- [What the exercise asks]: Using the entries that follow, establish how many lines contain the word "gradient" and give only that figure.

- [Entries supplied]:
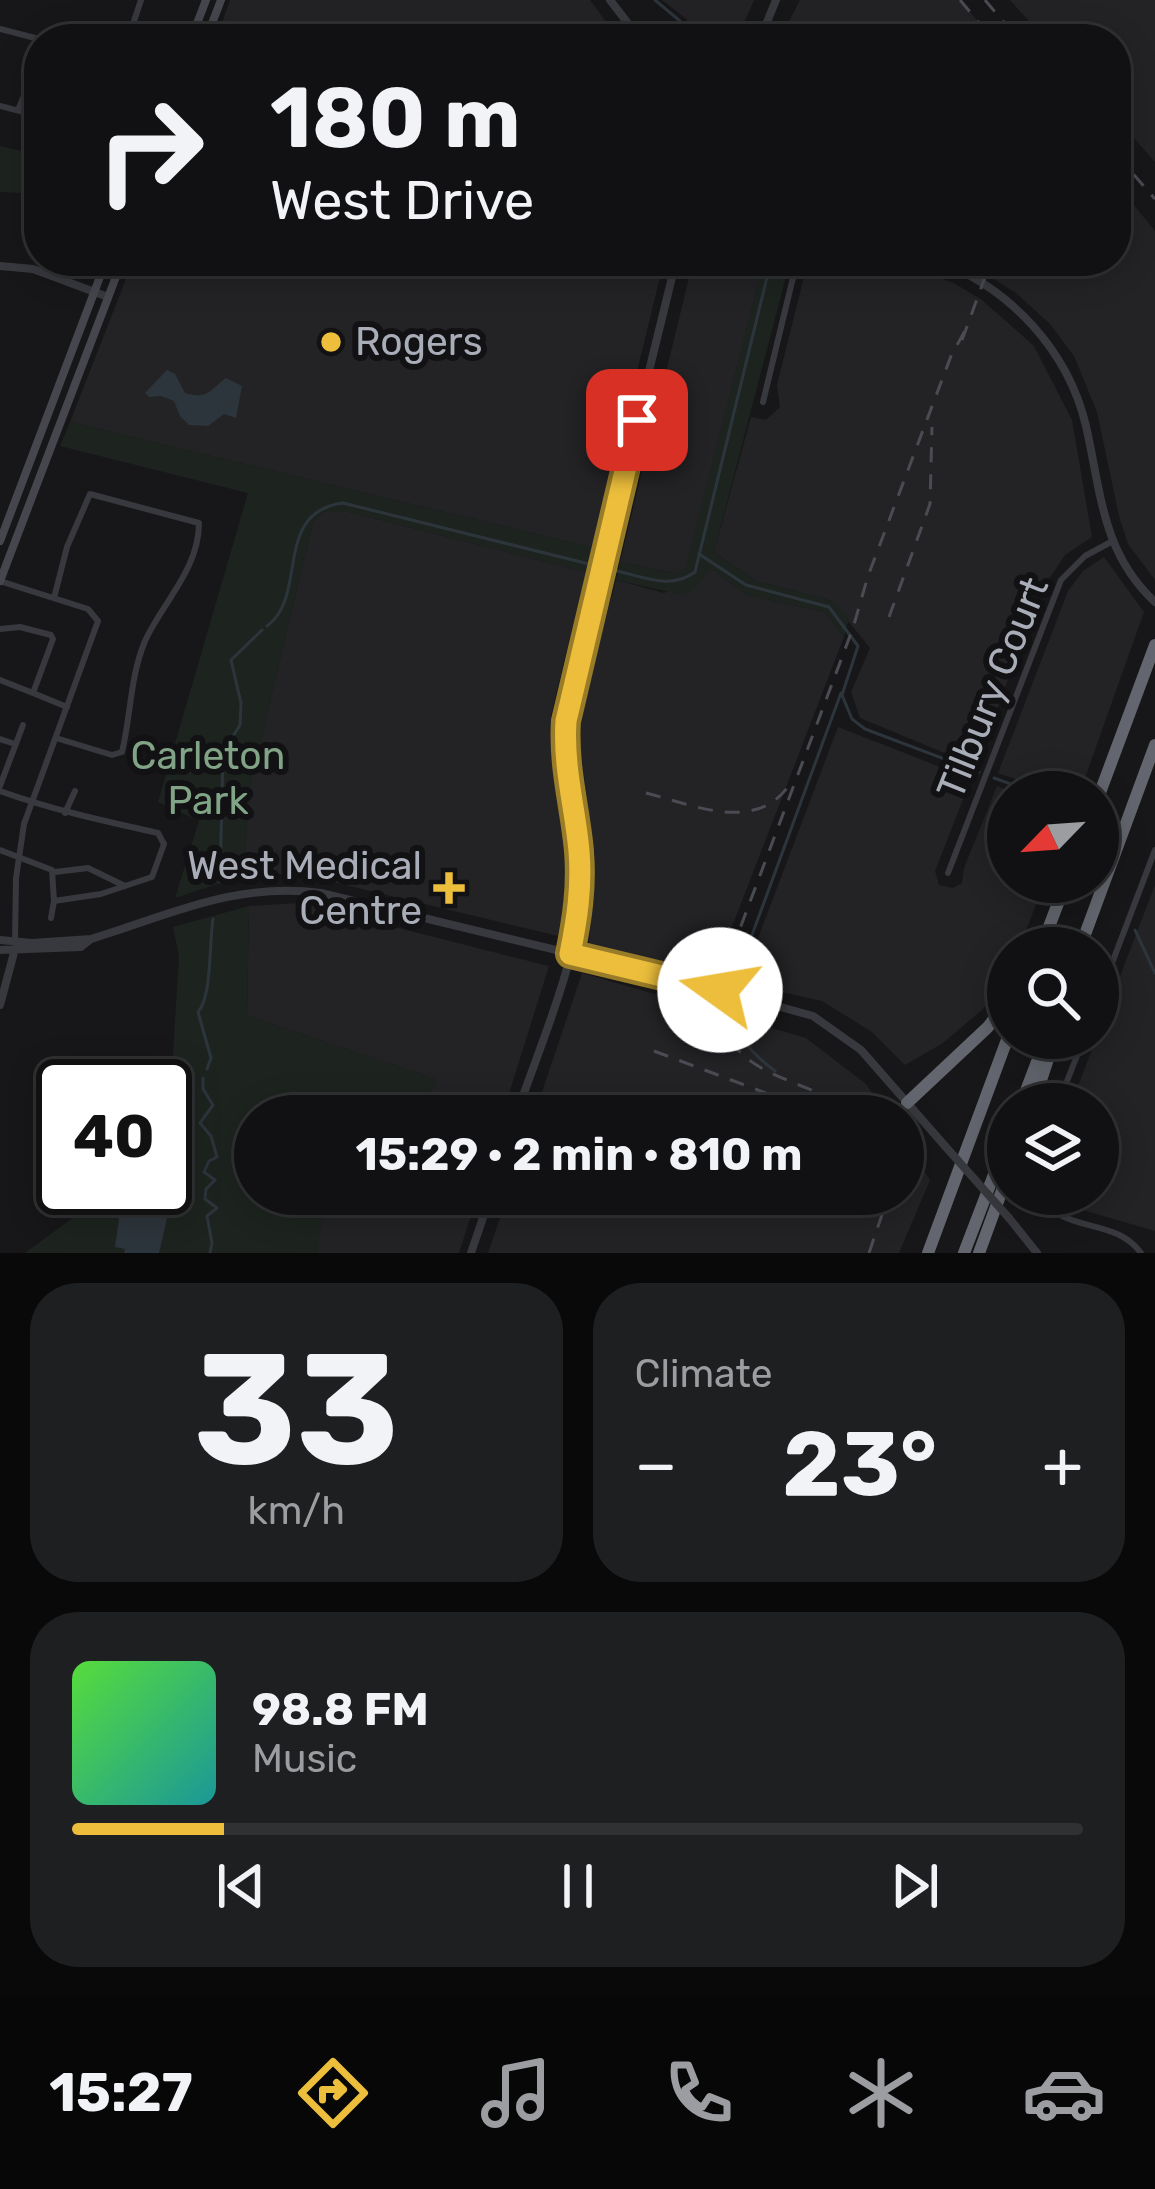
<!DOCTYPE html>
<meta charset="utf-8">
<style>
body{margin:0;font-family:Rubik,sans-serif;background:#1e1f21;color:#f1f3f6;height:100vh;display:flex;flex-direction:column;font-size:45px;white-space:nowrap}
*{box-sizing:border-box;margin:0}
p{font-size:39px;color:#9c9da0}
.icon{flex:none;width:66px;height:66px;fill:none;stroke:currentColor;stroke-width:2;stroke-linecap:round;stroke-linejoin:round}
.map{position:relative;height:1253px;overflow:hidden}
.side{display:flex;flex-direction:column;gap:30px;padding:30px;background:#09090a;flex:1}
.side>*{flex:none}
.banner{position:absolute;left:24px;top:24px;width:1107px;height:252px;border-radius:48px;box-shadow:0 6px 30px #0003,0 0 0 3px #303133;background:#111113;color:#f1f3f6;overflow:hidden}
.needle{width:78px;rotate:245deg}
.controls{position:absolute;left:987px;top:771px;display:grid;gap:24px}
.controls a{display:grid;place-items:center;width:132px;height:132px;border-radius:50%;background:#111113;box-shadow:0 6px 30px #0003,0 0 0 3px #303133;font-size:60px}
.speed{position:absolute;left:36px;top:1059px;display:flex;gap:24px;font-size:60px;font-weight:700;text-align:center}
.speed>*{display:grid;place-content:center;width:156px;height:156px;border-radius:50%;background:#111113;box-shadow:0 6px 30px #0003,0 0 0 3px #303133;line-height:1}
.speed .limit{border:6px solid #111;border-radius:18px;background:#fff;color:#111}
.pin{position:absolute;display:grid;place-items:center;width:102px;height:102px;color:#fff;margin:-51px;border-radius:24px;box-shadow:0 6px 18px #0006}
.me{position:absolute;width:132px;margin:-66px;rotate:283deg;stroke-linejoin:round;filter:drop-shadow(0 0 9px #0008)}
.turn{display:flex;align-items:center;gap:42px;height:252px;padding:0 48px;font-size:54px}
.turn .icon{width:156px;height:156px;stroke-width:2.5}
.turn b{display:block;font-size:84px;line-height:102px}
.big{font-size:90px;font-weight:700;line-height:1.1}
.side .widget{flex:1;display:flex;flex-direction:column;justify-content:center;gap:18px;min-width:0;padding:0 42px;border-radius:48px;background:#1e1f21}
.side .dial{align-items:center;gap:0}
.dial b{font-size:156px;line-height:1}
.song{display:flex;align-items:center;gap:36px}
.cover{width:144px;height:144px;border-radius:18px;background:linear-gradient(135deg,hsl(110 70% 55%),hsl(180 70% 35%))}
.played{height:12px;border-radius:6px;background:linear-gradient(90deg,#ecbe3c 15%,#303133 15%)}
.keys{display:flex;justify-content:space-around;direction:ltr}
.heat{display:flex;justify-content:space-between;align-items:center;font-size:66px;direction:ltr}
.side .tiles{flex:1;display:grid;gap:30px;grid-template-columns:1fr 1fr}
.widget:last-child{grid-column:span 2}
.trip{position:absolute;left:234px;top:1095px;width:690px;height:120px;border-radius:60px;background:#111113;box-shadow:0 6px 30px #0003,0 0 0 3px #303133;font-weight:700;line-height:120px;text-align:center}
.tabs{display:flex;height:192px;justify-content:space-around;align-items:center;background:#070708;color:#9c9da0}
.tabs .icon{width:84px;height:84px}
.tabs .current{color:#ecbe3c}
.tabs b{font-size:54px;color:#f1f3f6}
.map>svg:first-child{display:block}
.built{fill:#232326}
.green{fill:#1d241f}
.water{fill:#2d353c}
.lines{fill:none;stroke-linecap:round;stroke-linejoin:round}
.stream{stroke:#2d353c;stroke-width:3}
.minor{stroke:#38393e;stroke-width:6}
.tertiary{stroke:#38393e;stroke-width:8}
.secondary{stroke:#46474e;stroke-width:8}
.motorway{stroke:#64666f;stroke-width:12}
.rail{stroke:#4b4c53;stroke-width:3;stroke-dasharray:15 12;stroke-linecap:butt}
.tertiary-bridge{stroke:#38393e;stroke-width:8}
.route-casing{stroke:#997c27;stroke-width:30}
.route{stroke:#ecbe3c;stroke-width:21}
.poi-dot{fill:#ecbe3c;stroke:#121214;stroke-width:4.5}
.labels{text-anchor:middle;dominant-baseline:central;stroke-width:12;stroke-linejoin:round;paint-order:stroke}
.poi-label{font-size:39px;fill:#a9adb8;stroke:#121214;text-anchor:start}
.street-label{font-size:39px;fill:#a9adb8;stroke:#121214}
.park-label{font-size:39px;fill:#81a386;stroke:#121214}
</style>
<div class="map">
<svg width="1155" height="1253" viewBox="0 0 1155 1253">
<rect width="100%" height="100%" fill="#171719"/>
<path class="built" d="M230 0H590L619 39H216Z
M662 0H754L737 39H702L685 18Z
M800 0H959L994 39H780Z
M1010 0H1155V162L1116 118V39H1045Z
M1116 183 1155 231V580L1128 544 1119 516 1097 412 1074 356 1050 324 1016 293 965 261H1116Z
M133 261H667L661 273 594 548 70 422Z
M693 261H758V284L686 568 674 573 620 562Z
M808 261H890L954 283 982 300 1034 346 1072 420 1092 537 1065 555 1041 591 976 766 860 718 851 692 870 648 832 601 756 581 714 552 751 417 766 420 780 407 777 385Z
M324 511 349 512 586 572 551 715 565 850V894L558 936 299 874 244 875 249 789 313 521Z
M1104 557 1144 612 1080 792H1051L998 773 1068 591 1083 571Z
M711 568 747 595 825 612 844 637 720 958 716 979 589 946 595 855 580 747 582 709 616 580 664 593Z
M838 727 971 779 935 871 939 885 953 888 962 883 964 868 997 786 1012 792H1008V882H1045L1019 948H1008V972L983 1009 943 1043 905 1065 872 1032 822 1001 741 983Z
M1155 885V1231L1055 1202 1051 1194H1098V1104H1071Z
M300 903 549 966 502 1116H422L436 1079 247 1016 249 906Z
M582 973 806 1038 866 1084 888 1116H534Z
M903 1140 930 1180 899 1253H488L508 1194H903Z
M304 1194H478L459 1253H309Z"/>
<path class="green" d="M0 146 39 155V194L0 192Z
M758 261H790L714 552 756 581 832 601 849 618 844 637 825 612 747 595 712 569 687 596 616 580 620 562 674 573 686 567 758 284Z
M70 422 594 548 586 572 349 512H323L313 521 249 789 244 875 175 898 199 821 158 802 248 493 60 446Z
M249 906 247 1016 436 1079 422 1116H255V1194H312L322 1220 317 1253H25L93 1203 95 1188H165V1086H63V1116L55 1068 171 1086 179 956 173 927Z"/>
<path class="water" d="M167 370 175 374 185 393C207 400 209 391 226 378L242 386 236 418 224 414 208 426 189 425 180 416 174 401 161 396 149 397 145 393Z
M119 1188H164L172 1197 159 1253H124L125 1249 115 1247 119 1219 111 1201Z"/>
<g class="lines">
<path class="stream" d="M655 0 680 21 692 39
M699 554 746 585 829 607 858 646 842 695 852 719 865 729 979 772
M617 571C644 577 671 590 695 572L771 261
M267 626C309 596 272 512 343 503L589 564
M994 778 1033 792
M220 882 223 752 240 725 241 703 231 660 262 630
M1135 930 1155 973
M734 984 841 693
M734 1008C737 1038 751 1053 775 1071
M207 1069 211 1058 198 1012C212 997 209 944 213 919
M203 1078V1089L213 1105 200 1123 211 1136 217 1157 209 1161 204 1172 215 1180 206 1189 205 1199 217 1208 207 1216 212 1243 210 1253"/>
<path class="minor" d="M0 29 39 39
M128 39 141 0
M0 106 39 116
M18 110 39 61
M763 402 797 261
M0 581 88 609 98 621 24 824 16 878 15 942
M54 598 67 547 90 494 199 523C199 569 163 602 145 641 130 677 131 715 122 752L112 755 56 738
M0 629 20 627 51 635 53 639 33 693 67 707
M0 680 33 693
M0 739 15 744
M0 786 23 725
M0 791C53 810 104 821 158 833L164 844 152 877 101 894 54 901 52 870 0 850
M65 813 75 791
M55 872 88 868 125 886
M948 873 1061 580 1085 556 1111 542
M51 918 54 901
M1098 1000 1155 850
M1058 1104 1084 1038
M1037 1194C1066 1236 1114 1216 1141 1253"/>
<path class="tertiary" d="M610 0 640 39
M760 39 776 0
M938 261C1010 288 1068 350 1086 426 1101 492 1102 553 1155 602
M0 266 33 269 108 297
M0 940 32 943 91 939
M0 950 81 947 91 939C172 914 234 882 321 893L709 987 813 1016 861 1050 945 1146
M0 1005 15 949
M516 1116C540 1044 580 958 581 882 581 817 559 763 569 697L676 261
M1009 1218 1037 1253
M471 1253 491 1194"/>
<path class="secondary" d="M191 39 206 0
M206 39 221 0
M0 541 106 261
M0 581 122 261"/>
<path class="motorway" d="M1098 798 1155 645
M1041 948 1066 882
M1080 948 1155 745
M907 1103 988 1027 1008 1000
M1021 1104 1046 1038
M1033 1104 1055 1038
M928 1253 1008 1037
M964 1253 1008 1138
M979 1253 1008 1174"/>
<path class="rail" d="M960 0 993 39
M985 0 1018 39
M1116 154 1155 199
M962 340 991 261
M889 617 930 504 932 427
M646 793C694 805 756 834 790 784
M654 1051 795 1104
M859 1116C802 1071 708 1082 721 979L853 628 868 576 951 356 967 327
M869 1253 889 1194"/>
<path class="tertiary-bridge" d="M945 1146 1009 1218"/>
</g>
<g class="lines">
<defs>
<path id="route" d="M637 420 566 721C563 767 575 807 579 851 582 887 577 919 570 954L720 990"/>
</defs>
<use href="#route" class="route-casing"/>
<use href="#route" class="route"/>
</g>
<g class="poi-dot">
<circle cx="331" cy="342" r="12"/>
<path d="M443 870h12v12h12v12h-12v12h-12v-12h-12v-12h12z"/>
</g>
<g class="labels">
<g class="poi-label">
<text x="355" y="342">Rogers</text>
<text x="422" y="866" text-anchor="end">West Medical<tspan x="422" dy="45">Centre</tspan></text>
</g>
<g class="street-label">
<text transform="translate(993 688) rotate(-68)">Tilbury Court</text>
</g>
<g class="park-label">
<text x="208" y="756">Carleton<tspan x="208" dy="45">Park</tspan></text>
</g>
</g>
</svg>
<div class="controls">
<a><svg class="needle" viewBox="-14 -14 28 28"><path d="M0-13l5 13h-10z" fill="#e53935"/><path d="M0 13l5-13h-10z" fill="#9c9da0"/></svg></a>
<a><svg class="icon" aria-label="search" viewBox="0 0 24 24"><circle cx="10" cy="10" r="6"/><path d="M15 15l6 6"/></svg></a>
<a><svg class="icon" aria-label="layers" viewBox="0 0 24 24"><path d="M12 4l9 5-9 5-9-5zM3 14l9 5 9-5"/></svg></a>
</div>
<div class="speed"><div class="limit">40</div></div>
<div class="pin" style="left:637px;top:420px;background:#d93025"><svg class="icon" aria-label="arrive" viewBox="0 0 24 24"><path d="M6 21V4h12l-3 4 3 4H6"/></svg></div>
<svg class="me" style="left:720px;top:990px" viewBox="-20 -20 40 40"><circle r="19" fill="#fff"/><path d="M0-13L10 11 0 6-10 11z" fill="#ecbe3c"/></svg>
<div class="trip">15:29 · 2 min · 810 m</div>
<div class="banner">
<div class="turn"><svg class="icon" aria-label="right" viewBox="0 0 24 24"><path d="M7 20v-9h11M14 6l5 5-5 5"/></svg><div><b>180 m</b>West Drive</div></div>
</div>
</div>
<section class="side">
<div class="tiles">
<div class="widget dial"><b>33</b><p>km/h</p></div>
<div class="widget"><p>Climate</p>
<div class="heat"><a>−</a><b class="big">23°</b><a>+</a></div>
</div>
<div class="widget">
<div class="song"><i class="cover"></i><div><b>98.8 FM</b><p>Music</p></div></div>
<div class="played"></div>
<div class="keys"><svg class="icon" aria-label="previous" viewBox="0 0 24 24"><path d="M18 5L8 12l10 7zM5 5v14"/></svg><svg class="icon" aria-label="pause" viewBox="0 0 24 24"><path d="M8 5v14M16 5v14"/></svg><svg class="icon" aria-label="next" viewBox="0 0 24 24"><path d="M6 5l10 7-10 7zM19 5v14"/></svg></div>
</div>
</div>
</section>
<nav class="tabs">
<b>15:27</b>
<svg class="icon current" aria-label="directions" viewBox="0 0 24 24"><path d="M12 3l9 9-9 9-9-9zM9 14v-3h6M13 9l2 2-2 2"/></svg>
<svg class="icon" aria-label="music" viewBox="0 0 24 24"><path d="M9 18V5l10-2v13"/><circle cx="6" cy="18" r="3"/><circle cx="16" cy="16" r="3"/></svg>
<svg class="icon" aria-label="phone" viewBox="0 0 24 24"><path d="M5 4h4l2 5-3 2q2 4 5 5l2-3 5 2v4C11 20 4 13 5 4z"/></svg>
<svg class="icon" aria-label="climate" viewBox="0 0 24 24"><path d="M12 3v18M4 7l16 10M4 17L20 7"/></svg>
<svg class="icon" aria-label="car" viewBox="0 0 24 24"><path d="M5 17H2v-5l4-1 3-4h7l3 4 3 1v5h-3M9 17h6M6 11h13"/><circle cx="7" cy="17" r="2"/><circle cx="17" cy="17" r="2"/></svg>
</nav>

- [Answer box]: 2